REPUBLIKA.CO.ID, JAKARTA -- Ketua Mahkamah Agung Hatta Ali mengatakan terpidana mati boleh mengajukan permohonan Peninjauan Kembali (PK), namun kecil kemungkinan diterima.
"Jadi boleh terpidana mati mengajukan PK, tapi kecil kemungkinan diterima," katanya usai menghadiri peresmian Pusat Sejarah Konstitusi di Gedung Mahkamah Konstitusi (MK) Jakarta, Jumat (19/12).
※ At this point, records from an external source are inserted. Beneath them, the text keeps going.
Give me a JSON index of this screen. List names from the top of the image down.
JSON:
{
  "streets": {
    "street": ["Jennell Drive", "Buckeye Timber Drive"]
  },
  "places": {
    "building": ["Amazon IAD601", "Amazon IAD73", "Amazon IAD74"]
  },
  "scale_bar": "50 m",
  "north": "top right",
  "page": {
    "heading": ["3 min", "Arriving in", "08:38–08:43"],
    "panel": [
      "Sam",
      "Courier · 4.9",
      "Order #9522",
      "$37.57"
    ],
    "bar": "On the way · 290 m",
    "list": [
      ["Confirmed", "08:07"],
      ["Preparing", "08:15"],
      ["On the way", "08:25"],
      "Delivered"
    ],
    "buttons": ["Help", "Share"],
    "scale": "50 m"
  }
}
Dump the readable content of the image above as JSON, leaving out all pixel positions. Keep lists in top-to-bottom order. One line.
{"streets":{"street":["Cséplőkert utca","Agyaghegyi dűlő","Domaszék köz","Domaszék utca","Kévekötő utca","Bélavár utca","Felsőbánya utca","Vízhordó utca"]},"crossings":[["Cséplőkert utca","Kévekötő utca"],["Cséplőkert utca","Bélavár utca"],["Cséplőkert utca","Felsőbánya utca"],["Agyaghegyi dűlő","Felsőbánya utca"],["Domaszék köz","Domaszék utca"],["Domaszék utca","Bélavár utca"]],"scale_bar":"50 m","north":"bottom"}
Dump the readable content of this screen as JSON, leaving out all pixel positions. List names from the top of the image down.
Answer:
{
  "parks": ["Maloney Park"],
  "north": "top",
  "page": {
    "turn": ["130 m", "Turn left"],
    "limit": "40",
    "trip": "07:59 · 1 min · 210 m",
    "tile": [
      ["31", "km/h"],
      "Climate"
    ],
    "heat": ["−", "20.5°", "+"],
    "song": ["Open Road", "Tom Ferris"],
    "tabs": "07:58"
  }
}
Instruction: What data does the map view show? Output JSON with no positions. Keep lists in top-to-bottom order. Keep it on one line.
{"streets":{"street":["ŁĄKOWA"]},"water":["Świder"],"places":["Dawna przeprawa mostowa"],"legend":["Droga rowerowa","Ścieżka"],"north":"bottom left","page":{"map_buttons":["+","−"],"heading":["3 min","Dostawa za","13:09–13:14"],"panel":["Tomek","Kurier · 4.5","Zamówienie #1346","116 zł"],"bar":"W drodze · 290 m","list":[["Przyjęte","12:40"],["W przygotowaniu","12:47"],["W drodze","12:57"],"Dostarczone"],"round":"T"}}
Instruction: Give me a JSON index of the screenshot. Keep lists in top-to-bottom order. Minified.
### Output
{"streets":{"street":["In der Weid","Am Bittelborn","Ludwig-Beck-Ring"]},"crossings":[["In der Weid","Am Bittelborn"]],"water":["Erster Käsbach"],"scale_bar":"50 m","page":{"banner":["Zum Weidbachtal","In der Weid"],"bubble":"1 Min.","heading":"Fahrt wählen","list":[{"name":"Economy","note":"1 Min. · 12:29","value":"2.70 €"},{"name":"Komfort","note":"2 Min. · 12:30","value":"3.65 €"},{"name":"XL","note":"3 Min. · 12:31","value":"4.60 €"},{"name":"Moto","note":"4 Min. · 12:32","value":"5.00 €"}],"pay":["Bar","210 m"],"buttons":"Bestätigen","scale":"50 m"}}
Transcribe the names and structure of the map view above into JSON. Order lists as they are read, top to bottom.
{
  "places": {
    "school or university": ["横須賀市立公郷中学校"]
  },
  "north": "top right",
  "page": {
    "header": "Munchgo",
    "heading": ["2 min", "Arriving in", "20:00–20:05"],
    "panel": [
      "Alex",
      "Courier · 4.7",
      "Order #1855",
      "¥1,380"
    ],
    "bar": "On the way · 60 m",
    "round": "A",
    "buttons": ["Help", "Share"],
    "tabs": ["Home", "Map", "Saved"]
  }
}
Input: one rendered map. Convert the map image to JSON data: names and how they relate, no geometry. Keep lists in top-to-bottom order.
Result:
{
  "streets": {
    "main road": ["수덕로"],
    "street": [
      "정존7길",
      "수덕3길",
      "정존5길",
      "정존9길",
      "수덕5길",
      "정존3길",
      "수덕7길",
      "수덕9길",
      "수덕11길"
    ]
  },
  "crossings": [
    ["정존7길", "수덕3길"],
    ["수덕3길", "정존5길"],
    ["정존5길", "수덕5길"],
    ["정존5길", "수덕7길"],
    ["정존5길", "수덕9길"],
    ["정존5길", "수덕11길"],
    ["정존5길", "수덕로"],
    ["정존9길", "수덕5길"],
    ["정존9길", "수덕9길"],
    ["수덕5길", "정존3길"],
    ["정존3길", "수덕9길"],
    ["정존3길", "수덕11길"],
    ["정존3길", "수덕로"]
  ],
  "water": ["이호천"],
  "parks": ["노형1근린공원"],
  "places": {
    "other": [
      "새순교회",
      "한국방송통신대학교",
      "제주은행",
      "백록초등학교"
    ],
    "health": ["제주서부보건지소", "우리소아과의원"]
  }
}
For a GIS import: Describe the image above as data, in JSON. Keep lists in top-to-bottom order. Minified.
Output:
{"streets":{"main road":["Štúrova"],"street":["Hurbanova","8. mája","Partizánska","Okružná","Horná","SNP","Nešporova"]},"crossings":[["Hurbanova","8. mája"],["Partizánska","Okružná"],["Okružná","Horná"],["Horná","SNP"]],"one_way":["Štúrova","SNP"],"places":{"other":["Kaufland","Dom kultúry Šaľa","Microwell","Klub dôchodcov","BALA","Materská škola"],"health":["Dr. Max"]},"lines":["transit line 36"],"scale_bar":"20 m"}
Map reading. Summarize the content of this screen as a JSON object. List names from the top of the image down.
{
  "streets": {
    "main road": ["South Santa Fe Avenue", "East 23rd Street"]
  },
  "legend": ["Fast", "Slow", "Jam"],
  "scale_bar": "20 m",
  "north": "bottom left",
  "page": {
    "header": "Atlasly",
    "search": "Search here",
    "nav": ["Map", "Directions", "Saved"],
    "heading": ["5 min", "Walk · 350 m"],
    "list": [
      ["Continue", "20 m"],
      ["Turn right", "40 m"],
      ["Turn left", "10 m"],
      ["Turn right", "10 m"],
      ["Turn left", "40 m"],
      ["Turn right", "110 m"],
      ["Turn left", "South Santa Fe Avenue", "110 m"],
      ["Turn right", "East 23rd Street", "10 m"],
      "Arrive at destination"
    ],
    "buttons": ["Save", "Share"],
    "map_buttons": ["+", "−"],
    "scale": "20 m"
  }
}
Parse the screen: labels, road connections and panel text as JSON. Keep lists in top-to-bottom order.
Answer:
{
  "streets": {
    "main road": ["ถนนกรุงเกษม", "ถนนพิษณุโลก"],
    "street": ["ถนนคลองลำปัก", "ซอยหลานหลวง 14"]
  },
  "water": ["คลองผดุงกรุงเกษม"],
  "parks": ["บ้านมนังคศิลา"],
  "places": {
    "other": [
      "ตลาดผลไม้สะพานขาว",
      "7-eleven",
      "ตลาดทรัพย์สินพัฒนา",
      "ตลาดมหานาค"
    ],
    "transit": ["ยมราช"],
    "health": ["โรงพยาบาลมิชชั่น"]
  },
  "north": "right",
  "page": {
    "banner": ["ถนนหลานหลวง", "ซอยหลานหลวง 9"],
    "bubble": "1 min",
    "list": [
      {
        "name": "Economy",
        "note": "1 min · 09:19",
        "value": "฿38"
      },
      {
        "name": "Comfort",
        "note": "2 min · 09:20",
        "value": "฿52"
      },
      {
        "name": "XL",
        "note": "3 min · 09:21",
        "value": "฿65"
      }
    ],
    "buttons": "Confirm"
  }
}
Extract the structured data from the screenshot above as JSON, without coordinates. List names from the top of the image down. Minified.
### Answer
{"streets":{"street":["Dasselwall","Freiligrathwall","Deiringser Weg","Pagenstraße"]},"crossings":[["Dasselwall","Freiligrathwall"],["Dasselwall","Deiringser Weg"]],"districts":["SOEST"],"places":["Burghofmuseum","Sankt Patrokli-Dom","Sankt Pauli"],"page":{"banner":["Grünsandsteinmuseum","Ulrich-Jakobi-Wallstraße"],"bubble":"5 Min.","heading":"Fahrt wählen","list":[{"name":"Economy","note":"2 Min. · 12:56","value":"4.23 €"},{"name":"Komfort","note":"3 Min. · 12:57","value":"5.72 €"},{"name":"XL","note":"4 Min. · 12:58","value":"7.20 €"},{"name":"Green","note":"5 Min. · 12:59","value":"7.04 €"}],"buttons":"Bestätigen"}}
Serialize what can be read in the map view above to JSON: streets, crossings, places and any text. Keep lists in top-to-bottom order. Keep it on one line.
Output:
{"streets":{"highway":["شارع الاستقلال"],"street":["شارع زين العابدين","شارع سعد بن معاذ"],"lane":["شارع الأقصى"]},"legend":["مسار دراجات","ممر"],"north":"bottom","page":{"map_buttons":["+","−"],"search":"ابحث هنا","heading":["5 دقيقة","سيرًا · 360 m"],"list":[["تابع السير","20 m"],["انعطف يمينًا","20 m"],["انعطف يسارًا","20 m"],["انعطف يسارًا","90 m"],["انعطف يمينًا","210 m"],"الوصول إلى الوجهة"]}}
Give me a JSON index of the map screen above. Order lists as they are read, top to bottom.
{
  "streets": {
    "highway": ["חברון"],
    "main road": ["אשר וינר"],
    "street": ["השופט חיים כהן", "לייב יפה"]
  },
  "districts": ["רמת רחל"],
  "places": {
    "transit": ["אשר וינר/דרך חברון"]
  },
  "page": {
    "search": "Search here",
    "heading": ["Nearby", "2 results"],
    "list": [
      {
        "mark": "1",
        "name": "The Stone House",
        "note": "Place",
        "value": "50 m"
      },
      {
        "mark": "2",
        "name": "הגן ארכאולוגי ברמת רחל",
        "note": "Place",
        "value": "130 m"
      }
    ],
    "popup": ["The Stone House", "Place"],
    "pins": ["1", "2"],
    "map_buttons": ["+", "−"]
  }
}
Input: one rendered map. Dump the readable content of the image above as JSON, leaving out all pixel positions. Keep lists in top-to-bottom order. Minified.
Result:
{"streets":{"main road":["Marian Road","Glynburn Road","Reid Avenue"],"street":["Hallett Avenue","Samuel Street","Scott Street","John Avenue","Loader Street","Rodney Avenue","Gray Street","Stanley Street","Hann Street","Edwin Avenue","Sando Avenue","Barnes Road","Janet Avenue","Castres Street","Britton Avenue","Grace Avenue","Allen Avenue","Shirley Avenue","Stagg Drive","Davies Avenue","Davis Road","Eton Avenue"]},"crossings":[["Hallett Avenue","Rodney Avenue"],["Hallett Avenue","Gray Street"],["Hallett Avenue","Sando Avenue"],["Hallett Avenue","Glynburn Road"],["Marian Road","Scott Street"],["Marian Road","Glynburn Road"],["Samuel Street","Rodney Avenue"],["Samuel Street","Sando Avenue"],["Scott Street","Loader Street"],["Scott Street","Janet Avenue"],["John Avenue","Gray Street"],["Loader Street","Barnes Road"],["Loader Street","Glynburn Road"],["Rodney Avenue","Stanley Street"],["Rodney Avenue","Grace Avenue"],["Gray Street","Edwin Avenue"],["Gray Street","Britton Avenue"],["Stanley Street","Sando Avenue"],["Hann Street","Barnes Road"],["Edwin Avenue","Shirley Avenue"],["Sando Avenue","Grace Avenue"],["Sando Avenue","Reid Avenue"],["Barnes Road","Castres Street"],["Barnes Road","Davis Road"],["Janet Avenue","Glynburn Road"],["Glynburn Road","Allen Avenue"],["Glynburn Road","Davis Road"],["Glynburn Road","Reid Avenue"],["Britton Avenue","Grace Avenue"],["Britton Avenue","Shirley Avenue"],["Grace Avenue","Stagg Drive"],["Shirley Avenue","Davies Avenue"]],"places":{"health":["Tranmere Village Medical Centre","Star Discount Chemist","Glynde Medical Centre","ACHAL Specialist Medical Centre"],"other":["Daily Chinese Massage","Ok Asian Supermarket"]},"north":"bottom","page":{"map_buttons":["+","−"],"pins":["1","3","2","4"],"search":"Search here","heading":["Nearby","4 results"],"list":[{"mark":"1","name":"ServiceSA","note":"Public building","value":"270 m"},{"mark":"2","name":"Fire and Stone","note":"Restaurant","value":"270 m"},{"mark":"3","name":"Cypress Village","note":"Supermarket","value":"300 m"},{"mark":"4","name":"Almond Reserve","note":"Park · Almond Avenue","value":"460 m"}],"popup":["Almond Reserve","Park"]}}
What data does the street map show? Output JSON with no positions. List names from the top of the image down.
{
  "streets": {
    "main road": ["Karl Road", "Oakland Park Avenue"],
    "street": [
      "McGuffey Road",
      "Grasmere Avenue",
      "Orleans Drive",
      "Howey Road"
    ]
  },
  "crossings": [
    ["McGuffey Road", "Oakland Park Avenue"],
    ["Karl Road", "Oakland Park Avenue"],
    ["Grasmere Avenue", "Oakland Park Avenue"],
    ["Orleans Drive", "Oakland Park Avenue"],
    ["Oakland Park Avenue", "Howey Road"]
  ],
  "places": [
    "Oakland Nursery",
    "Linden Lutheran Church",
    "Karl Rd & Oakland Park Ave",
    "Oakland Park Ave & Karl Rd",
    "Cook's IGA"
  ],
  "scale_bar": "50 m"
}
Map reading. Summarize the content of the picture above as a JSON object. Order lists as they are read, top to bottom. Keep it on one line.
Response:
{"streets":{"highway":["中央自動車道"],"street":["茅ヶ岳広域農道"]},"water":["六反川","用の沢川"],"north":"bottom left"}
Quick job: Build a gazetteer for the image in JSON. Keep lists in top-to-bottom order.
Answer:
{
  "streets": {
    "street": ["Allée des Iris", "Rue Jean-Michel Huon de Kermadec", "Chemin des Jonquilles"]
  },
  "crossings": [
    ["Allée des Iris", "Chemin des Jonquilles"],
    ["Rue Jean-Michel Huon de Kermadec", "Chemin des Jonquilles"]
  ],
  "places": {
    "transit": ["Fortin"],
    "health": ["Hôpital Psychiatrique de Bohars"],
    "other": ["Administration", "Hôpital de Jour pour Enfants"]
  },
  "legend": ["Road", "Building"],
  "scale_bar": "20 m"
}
Hatta menegaskan yang bisa menghentikan hukuman mati hanya presiden melalui permohonan grasi. Dia juga mengatakan PK itu tidak menghambat eksekusi mati, karena permohonan PK itu harus disertai dengan bukti baru (novum).
"PK boleh asal ada novum, dan itu tidak gampang," katanya.
Sedangkan Jaksa Agung HM Prasetyo mengatakan permohonan PK yang diajukan oleh para terpidana mati akan menghambat proses eksekusi.
"Kalau pidana mati, harus ditunggu semua tuntas baru bisa dieksekusi. Beda dengan orang dipidana 20 tahun atau 15 tahun atau lima tahun itu bisa langsung dilaksanakan tanpa menunggu putusan PK, tapi kalau mati kan nggak," kata Prasetyo.
Jaksa Agung mengatakan jika para terpidana mati ini langsung dieksekusi kemudian PK mengabulkannya siapa yang bisa mengembalikan (menghidupkan).
"Kalau sudah terlanjur mati, ternyata putusan lain, siapa yang bisa mengembalikan," tegas Prasetyo.
Untuk itu, lanjutnya, pihaknya akan berbicara dengan MA apakah para terpidana mati ini memiliki novum yang diajukan dalam permohonan PK-nya.
"Benar apa tidak (ada novum), atau sekadar untuk mengulur waktu saja," katanya.
Prasetyo mengakui adanya putusan Mahkamah Konstitusi yang membolehkan PK lebih sekali membuat hambatan dalam melakukan eksekusi terhadap para terpidana mati.
"Ini persoalannya tidak ada batasannya (PK). sekarang justru kita ingin ada pembatasan," katanya.